Out-of-memory Flashcards
Disk
traditional storage medium
* rotating magnetic disk
* large (random) seek times
* can overwrite in place
* cheap but slow
Solid State Drives (NAND Flash)
based on semiconductors (no moving parts), usually NAND gates
* nowadays directly attached to PCIe (M.2/U.2) through NVMe interface
* an SSD consists of many flash chips
* higher bandwidth than disk and much faster random access
NAND Flash Organization
- data is stored on pages (e.g., 4KB or 16KB)
- pages are combined to blocks (e.g., 2MB)
- not possible to overwrite a page, must erase the full block first
Zoned NameSpaces (ZNS)
- Zoned Names expose out-of-place nature of device
- device is split into zones, each zone can only be written to sequentially
- requires application to implement garage collection
- can reduce write amplification
Persistent Memory Failure Atomicity
- PMem stores are buffered in the CPU caches
- programs cannot prevent eviction
- but can force eviction using explicit cache write-back or flush instructions
FP-Tree
- persistent B-tree optimized for PMem
- inner nodes have conventional layout and are stored in DRAM
- on crash inner nodes are recovered from leaf nodes
- leaves are unsorted
- “fingerprints”: 1-byte hash at the beginning of the node speeds up search
Btree
- the standard out-of-memory data structure is the B-tree
- large fanout minimizes number of disk accesses
- usually combined with a buffer manager (i.e., page cache)
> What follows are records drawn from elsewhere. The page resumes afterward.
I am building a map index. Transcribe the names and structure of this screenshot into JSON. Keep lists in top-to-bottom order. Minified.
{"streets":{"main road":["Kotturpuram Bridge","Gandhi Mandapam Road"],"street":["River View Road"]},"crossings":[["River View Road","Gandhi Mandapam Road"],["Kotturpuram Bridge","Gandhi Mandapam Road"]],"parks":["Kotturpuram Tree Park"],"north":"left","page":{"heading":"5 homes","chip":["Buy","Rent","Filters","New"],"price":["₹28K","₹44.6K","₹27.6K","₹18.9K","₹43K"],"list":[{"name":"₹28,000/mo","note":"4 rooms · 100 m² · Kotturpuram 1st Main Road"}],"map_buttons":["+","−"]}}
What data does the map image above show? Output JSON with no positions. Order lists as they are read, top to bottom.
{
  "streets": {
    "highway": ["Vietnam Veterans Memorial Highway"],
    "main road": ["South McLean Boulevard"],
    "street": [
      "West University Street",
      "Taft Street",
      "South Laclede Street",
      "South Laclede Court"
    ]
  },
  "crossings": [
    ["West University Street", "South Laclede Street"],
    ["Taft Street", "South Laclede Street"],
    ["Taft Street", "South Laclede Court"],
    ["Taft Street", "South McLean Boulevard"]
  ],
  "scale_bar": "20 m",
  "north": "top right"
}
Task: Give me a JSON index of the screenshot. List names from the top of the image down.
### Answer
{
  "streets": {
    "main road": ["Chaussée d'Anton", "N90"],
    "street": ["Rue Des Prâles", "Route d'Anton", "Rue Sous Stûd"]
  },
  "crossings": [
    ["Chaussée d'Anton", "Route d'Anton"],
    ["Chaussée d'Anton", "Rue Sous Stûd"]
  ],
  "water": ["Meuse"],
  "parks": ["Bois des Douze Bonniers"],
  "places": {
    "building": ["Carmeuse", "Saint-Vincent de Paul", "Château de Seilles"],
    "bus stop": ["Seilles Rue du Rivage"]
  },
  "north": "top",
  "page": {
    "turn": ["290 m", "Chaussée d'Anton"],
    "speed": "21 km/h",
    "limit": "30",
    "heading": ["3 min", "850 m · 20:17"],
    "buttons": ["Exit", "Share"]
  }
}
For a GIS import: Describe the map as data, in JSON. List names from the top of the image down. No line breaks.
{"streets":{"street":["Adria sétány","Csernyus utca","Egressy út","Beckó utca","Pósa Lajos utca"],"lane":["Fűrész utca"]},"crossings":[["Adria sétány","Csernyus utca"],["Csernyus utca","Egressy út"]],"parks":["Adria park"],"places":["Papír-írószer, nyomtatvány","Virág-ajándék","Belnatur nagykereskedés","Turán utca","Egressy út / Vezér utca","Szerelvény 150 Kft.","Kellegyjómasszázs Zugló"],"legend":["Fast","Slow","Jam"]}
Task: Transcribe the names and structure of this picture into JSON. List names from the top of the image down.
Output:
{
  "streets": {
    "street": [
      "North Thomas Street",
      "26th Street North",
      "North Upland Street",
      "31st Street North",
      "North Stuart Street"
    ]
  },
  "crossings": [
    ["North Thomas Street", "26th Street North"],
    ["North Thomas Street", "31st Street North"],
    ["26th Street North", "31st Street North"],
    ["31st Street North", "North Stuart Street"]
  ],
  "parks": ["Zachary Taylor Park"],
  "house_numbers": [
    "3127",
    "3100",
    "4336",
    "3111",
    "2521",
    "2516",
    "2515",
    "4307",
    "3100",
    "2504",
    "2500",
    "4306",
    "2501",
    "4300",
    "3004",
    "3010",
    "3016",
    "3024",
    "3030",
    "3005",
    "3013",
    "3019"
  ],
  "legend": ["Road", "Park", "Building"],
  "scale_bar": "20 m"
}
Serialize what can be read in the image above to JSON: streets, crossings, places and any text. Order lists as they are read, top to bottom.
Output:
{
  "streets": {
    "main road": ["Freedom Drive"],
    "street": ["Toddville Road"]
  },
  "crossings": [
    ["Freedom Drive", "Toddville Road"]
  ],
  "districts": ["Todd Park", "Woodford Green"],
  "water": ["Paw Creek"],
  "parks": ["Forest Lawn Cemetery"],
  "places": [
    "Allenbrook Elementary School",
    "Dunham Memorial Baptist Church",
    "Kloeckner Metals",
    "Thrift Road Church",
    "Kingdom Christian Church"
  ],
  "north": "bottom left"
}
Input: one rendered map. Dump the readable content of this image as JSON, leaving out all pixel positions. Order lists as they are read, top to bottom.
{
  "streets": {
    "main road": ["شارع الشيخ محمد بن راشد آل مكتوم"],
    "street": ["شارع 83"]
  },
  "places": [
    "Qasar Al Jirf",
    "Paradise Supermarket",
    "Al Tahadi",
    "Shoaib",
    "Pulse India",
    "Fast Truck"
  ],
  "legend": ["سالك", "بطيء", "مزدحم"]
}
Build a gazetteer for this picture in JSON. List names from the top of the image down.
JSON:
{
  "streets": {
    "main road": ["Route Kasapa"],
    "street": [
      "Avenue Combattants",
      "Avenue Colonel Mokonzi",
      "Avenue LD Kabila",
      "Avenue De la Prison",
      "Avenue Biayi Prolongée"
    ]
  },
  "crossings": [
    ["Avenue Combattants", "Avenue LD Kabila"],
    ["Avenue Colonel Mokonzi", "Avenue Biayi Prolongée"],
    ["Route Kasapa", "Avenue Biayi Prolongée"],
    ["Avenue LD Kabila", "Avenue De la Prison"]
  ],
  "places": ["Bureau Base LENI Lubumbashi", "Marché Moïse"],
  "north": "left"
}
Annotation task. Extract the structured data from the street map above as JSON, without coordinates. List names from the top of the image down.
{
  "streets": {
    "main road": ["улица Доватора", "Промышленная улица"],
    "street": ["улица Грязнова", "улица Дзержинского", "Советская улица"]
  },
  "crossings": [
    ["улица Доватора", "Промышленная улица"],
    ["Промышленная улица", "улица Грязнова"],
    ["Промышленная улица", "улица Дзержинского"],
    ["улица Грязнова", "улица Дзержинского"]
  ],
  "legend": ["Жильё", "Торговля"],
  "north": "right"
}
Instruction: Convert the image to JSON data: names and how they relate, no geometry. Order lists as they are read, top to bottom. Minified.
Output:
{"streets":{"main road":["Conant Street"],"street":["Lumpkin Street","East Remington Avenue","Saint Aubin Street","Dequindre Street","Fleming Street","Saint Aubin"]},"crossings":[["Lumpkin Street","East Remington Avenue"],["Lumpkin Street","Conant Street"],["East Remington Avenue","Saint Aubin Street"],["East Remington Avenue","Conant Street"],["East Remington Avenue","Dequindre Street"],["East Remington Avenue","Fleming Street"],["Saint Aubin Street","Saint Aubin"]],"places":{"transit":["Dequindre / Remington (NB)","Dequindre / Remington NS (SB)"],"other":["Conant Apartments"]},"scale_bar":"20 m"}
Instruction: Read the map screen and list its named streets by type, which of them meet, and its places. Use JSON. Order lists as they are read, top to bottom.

- fixed-size nodes work well with SSD/disk and cache
Log-Structured Merge Trees (LSM)
- LSM trees can improve write amplification (in particular for random-write
workloads) at the cost of read amplification - basic idea:
- out-of-place writes
- periodic merges of sorted runs
Important Optimizations
- in-memory Bloom filter for each run:
- only need to access run if Bloom filter has true or false positive
- depending on desired false positive rate, takes 4-16 bits per key
- partitioning: split runs into independent ranges
- reduces peak memory consumption
- makes large merges less invasive
- may reduce write amplification for non-random access patterns
- works for both merging policies
Why do we need cache coherency protocol?
to provide the illusion of a single main memory
what cache coherency protocol did we discuss in the lecture?
what does this acronym stand for?
MESI protocol, which has the following states:
* Modified: cache line is only in current cache and has been modified
* Exclusive: cache line is only in current cache and has not been modified
* Shared: cache line is in multiple caches
* Invalid: cache line is unused
what guarantees does C++ give you when a data race occurs?
sequencial consistency
- what are the default ordering guarantees for std::atomic
non-atomic loads and stores are not reordered around atomics
- how many bytes can be atomically handled on x86-64?
atomic operations only work on 1, 2, 4, or 8 byte data that is aligned
- what memory ordering does x86-64 use?
Total Store Order